Female-only cars will appear in Guangzhou, the capital of southern China’s Guangdong province, at the end of June. One women-only car per train will be available on Line 1 during rush-hour periods on weekday mornings and early evenings.

“The women-only car is a form of advocacy,” a spokesperson for the Guangzhou subway told a local news outlet New Express. “We hope to promote the civilized value of ‘Care for women, respect women.’” Similar initiatives around the world — some 10 countries have introduced female-only subway cars — are commonly meant to protect women from sexual harassment.

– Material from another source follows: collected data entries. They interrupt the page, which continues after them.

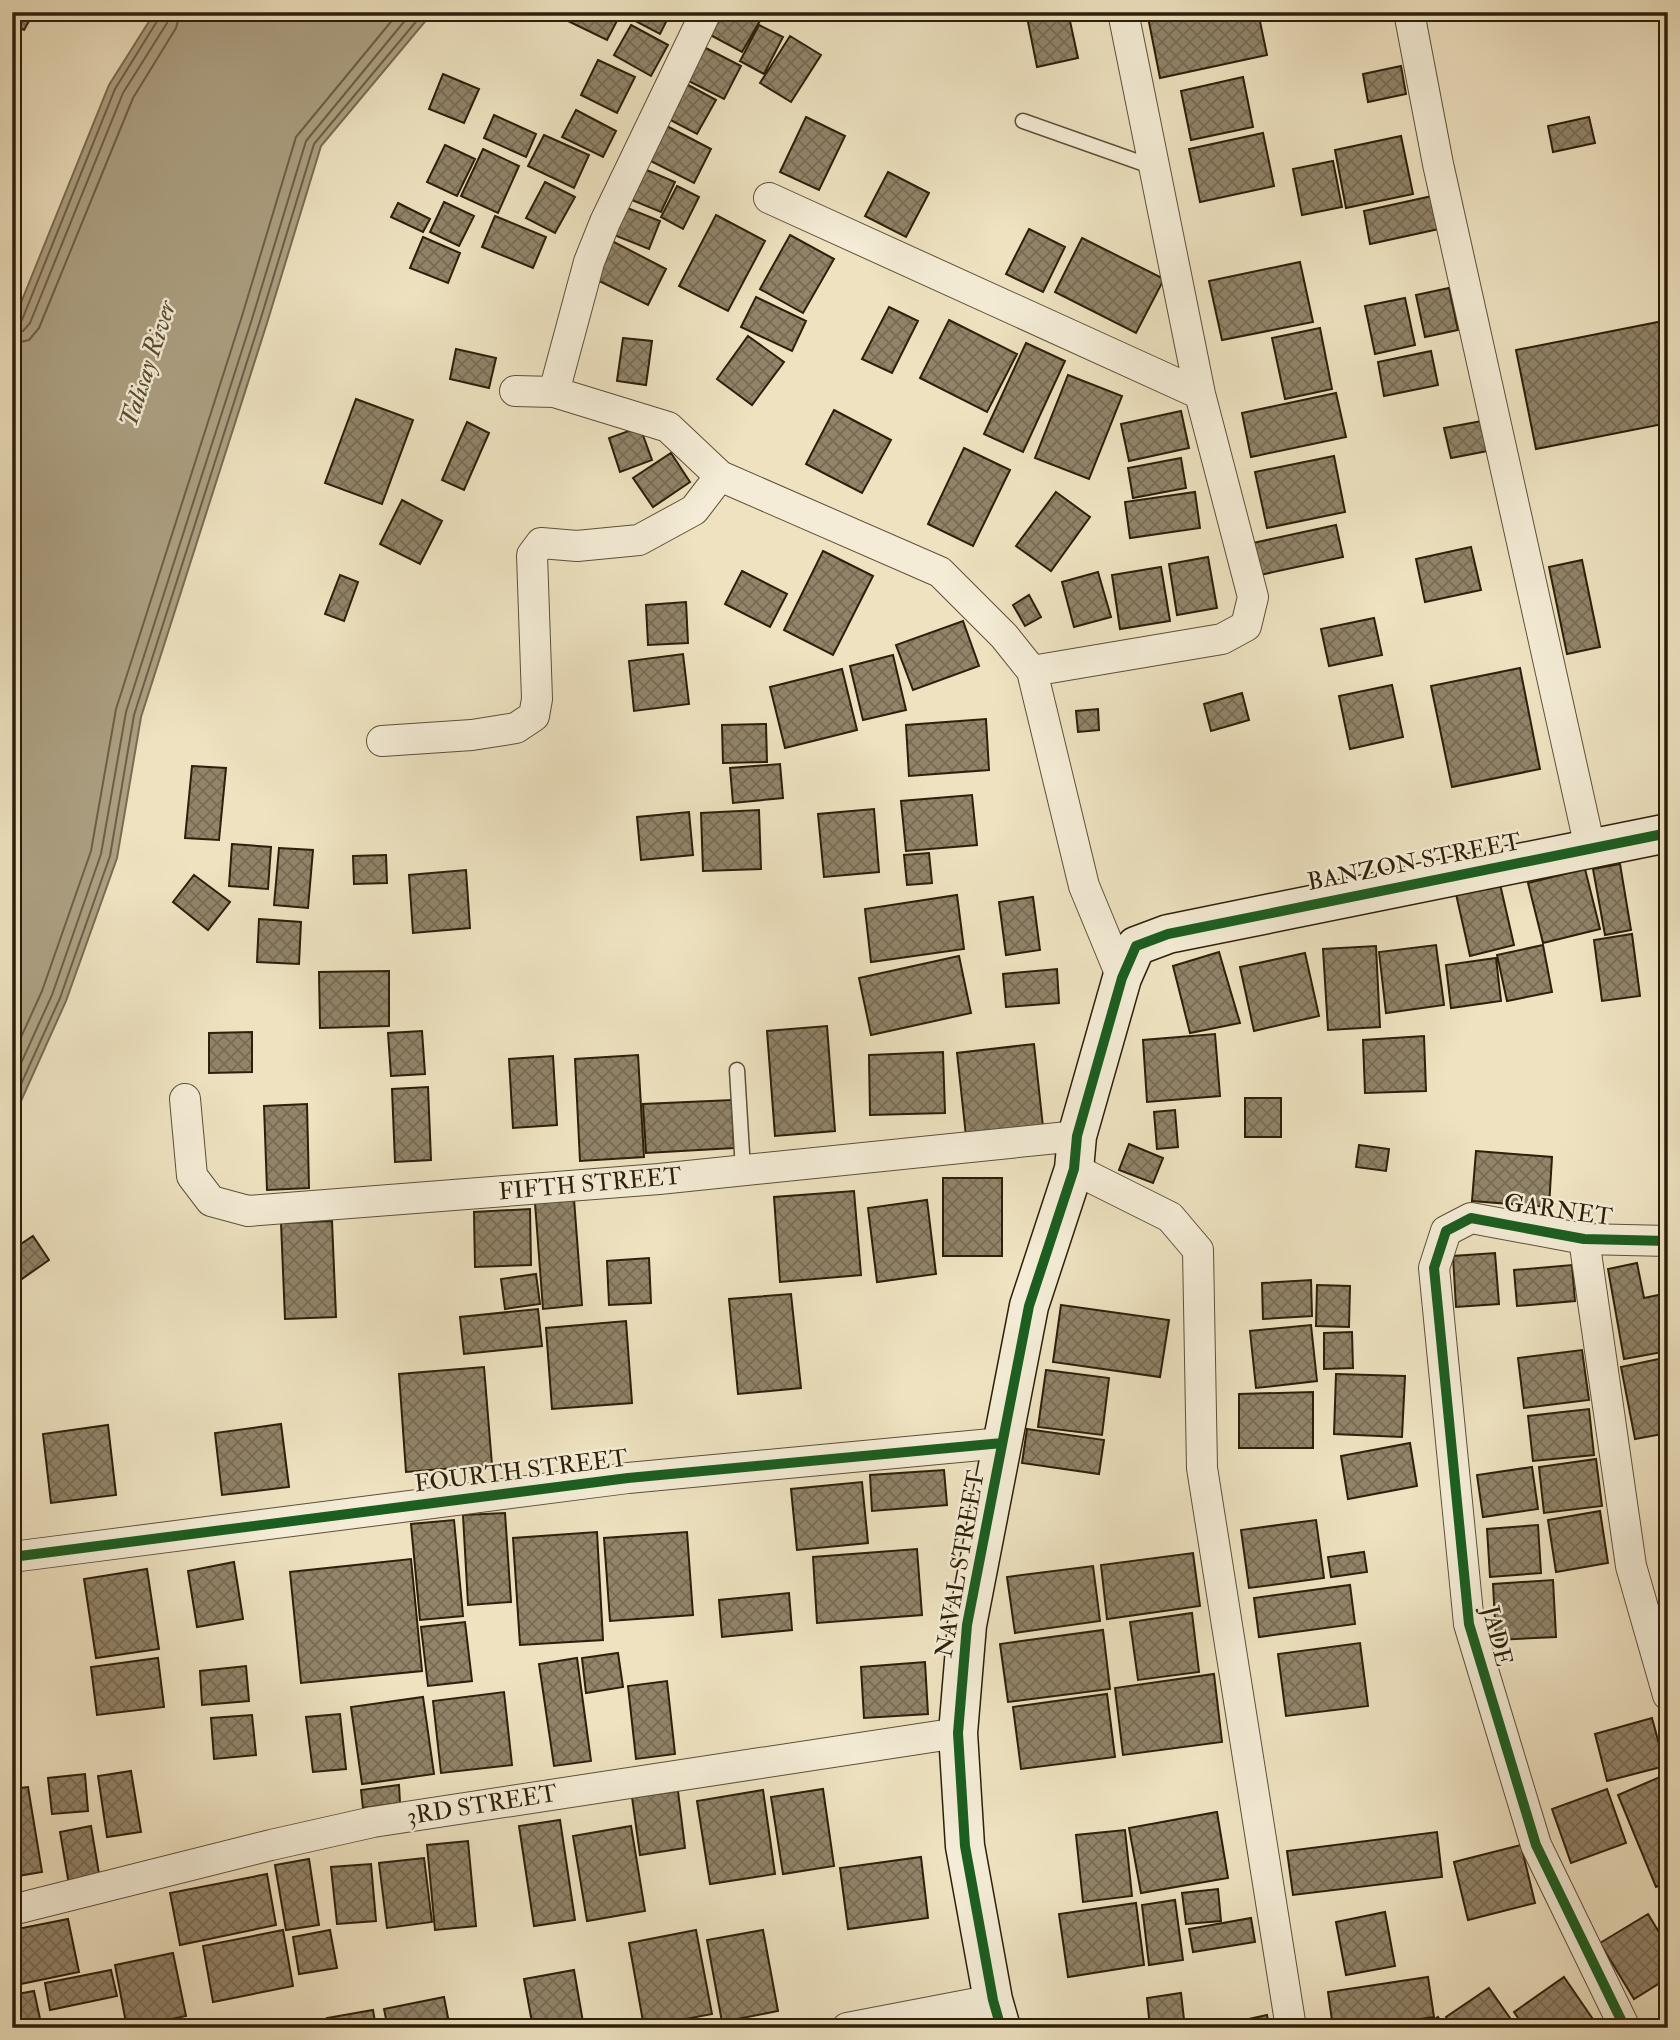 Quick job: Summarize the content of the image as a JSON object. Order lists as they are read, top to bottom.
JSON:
{
  "streets": {
    "street": [
      "BANZON STREET",
      "FIFTH STREET",
      "GARNET",
      "FOURTH STREET",
      "NAVAL STREET",
      "JADE",
      "3RD STREET"
    ]
  },
  "crossings": [
    ["BANZON STREET", "NAVAL STREET"],
    ["FIFTH STREET", "NAVAL STREET"],
    ["GARNET", "JADE"],
    ["FOURTH STREET", "NAVAL STREET"],
    ["NAVAL STREET", "3RD STREET"]
  ],
  "water": ["Talisay River"]
}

The announcement comes just a few months after a yearlong campaign by Guangzhou-based advocacy group F Feminist to put anti-sexual harassment posters in one of the city’s subway stations. The activists had raised more than 40,000 yuan ($5,800) in donations to rent billboard space, but months of negotiations and changes to the ad’s design ultimately did not convince the city’s authorities.

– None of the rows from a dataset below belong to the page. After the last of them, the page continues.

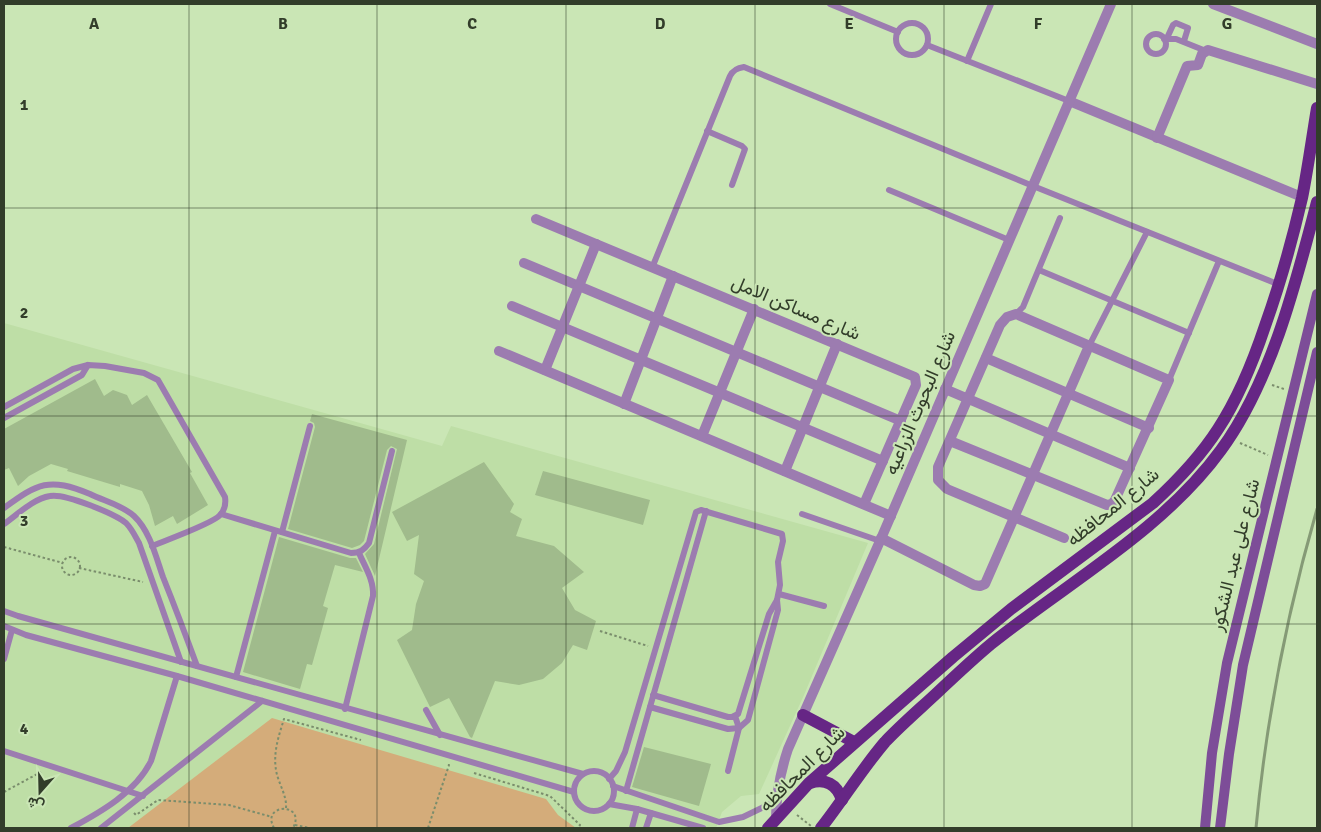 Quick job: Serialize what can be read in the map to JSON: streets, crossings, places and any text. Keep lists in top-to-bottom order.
{
  "streets": {
    "main road": ["شارع المحافظه", "شارع على عبد الشكور"],
    "street": ["شارع مساكن الامل", "شارع البحوث الزراعيه"]
  },
  "crossings": [
    ["شارع البحوث الزراعيه", "شارع المحافظه"]
  ],
  "north": "bottom",
  "grid": {
    "columns": [
      "A",
      "B",
      "C",
      "D",
      "E",
      "F",
      "G"
    ],
    "rows": [
      "1",
      "2",
      "3",
      "4"
    ]
  }
}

One of the group’s members, Zhang Leilei, then launched a nationwide campaign, dubbed “I Am a Billboard.” She called on people to don placards bearing printed and homemade versions of the anti-harassment billboard and post pictures of themselves at bus and train stations. The aim was to use social media to pressure Guangzhou’s transport authorities into action. However, on May 17, Guangzhou police ordered Zhang to halt the campaign and even told her to clear out of the city for a year.

Zhang told Sixth Tone that she thinks the pilot project announced Friday is unlikely to be effective. “It is never going to be the case that all women can take the women-only car,” she said. “So if someone is going to harass a woman, they can just do it in another car.”

Last April, a women-only bus service started in Henan’s provincial capital, Zhengzhou, in central China. That initiative was met with mixed responses: Though some applauded the option of separate transport, feminist media platform Women Awakening warned that segregated transport does not address the root causes of sexual harassment.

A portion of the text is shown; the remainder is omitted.